Most ‘semi-centralized fast chains’ choose (ii) only, PoW chains choose (i) only, Ethereum gets both.


The ‘Lean Ethereum’ roadmap is a long-term strategy to simplify the network’s design, accelerate the stability of the process, and make it easier to run on simple devices such as smartphones.
Ultimately, Buterin wants phones to become the new nodes in the Internet.
This means the integration of technology, separate transport and beacon clients that strengthen the Ethereum network into a unified system. When the critics were displayed skeptical about the vision and its security risks, Buterin believes otherwise.
For him, it’s the only way to have a ‘fast’ chain like Solana and keep it as secure as Bitcoin.
But the system goes through a simple process and a high level of security.
Last week, the Ethereum Foundation uncovered a document he called ‘part manifesto, part constitution’ to guide his long-term vision.
At the center of this road is a new philosophy called CROPS (anti-censorship, open source, private, and secure) that will underpin all future plans and network upgrades.
The ultimate goal is to ensure that Ethereum maintains user rights and can survive even after the Ethereum Foundation ceases to exist.
Like everything else, these changes have been met with mixed reactions.
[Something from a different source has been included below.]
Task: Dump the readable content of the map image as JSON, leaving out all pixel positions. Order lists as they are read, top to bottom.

Supporters see it as a way to promote Ethereum as a leader in the legal community and a good network for ETH. For critics, however, the potential risks to security and unregulated streets make it difficult to bet on ETH.
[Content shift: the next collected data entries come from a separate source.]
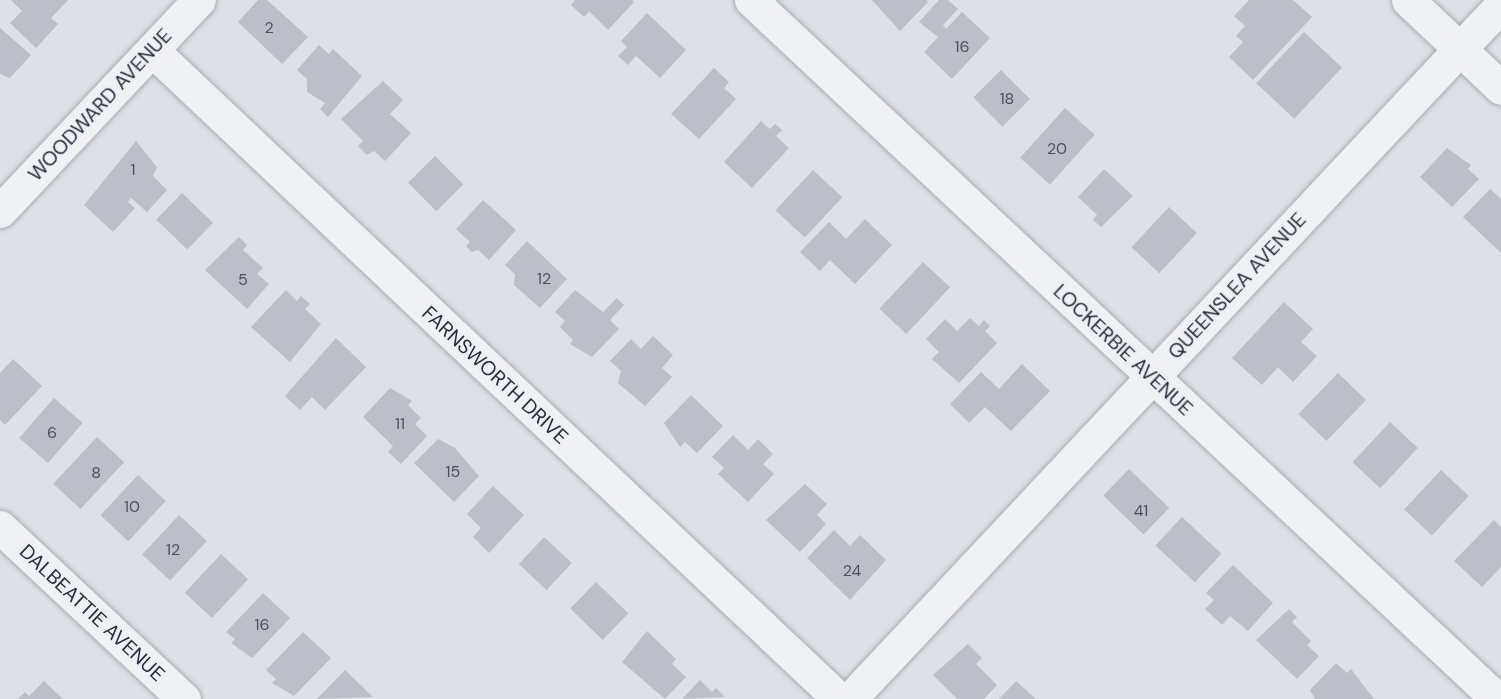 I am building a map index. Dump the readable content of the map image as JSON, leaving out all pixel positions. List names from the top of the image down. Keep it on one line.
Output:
{"streets":{"street":["WOODWARD AVENUE","QUEENSLEA AVENUE","LOCKERBIE AVENUE","FARNSWORTH DRIVE","DALBEATTIE AVENUE"]},"crossings":[["WOODWARD AVENUE","FARNSWORTH DRIVE"],["QUEENSLEA AVENUE","LOCKERBIE AVENUE"]],"house_numbers":["2","16","18","20","1","12","5","11","6","15","8","10","41","12","24","16"]} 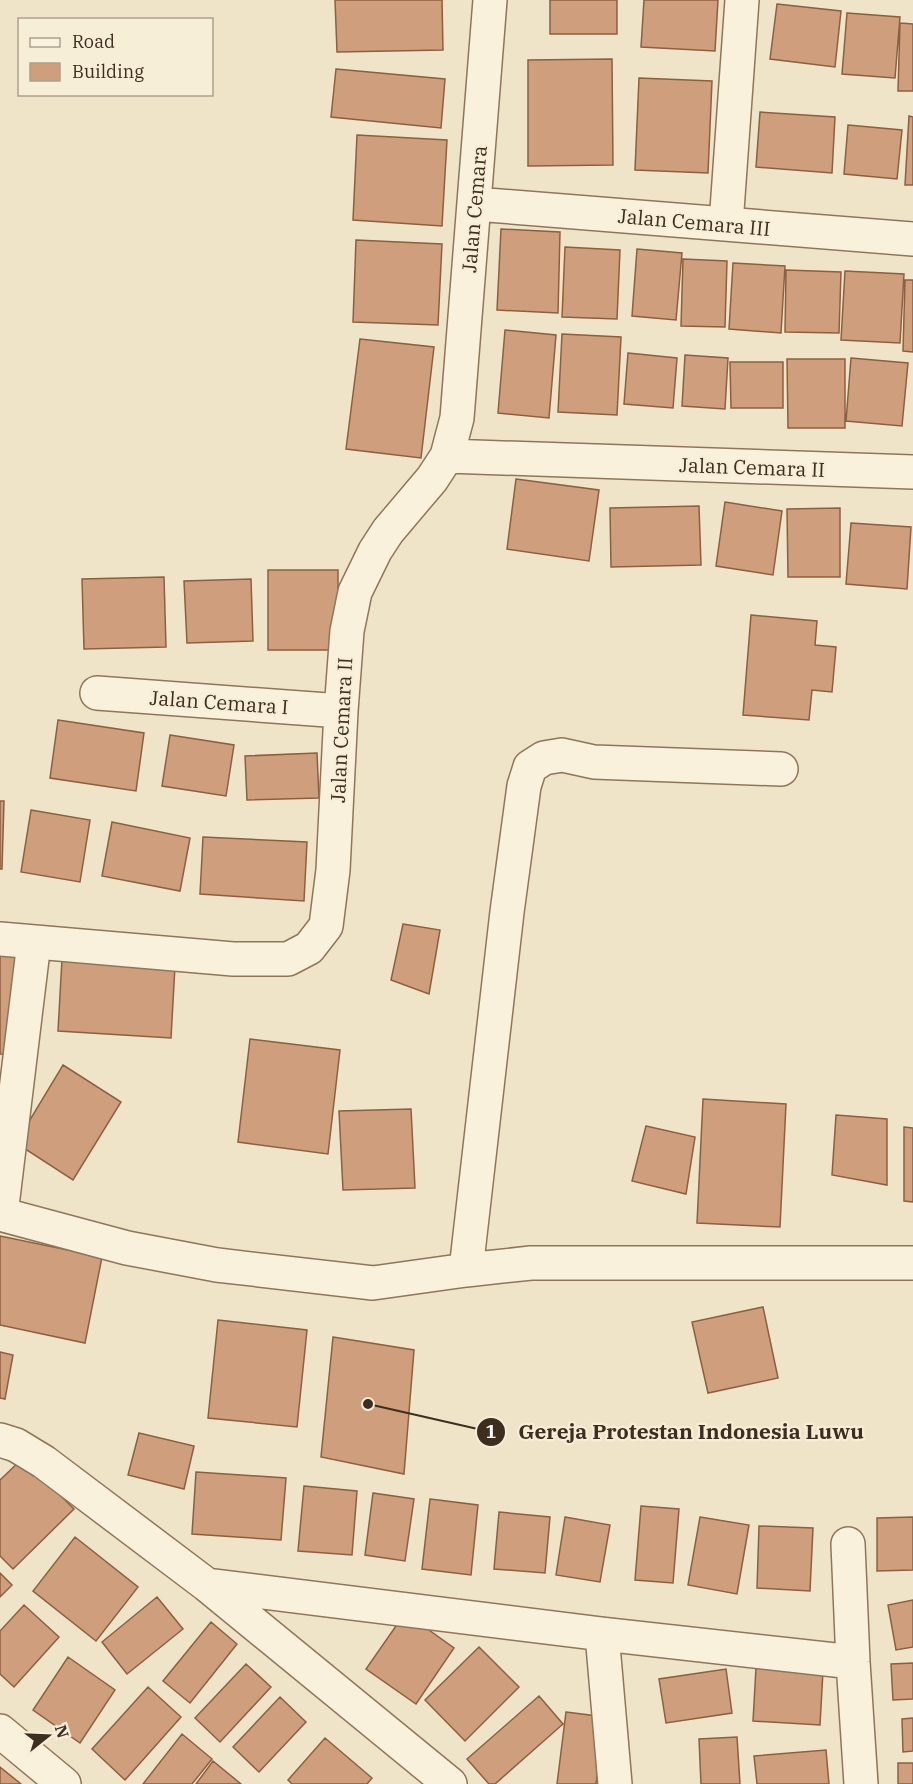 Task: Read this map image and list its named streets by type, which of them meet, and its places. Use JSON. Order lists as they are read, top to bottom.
{
  "streets": {
    "street": [
      "Jalan Cemara",
      "Jalan Cemara III",
      "Jalan Cemara II",
      "Jalan Cemara I"
    ]
  },
  "crossings": [
    ["Jalan Cemara", "Jalan Cemara III"],
    ["Jalan Cemara", "Jalan Cemara II"],
    ["Jalan Cemara II", "Jalan Cemara I"]
  ],
  "places": ["Gereja Protestan Indonesia Luwu"],
  "legend": ["Road", "Building"],
  "north": "right"
}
Only time will tell which side was right.
Meanwhile, Bitwise analyst Max Shannon found that the rise of Bitcoin drives the price of ETH moves more than the big things, which the financial industry needs, or the movement of the Spot ETH ETF.


In fact, the recent 5% BTC price drop was due to the removal of risk ahead of the Fed’s decision. The price of ETH down too.
With most coins sitting below the price point, a long squeeze could pull ETH to $2213 or $2154, with a large pool at $2053. At the time of writing, the altcoin fell by 6% from about $2.4k to $2.2k.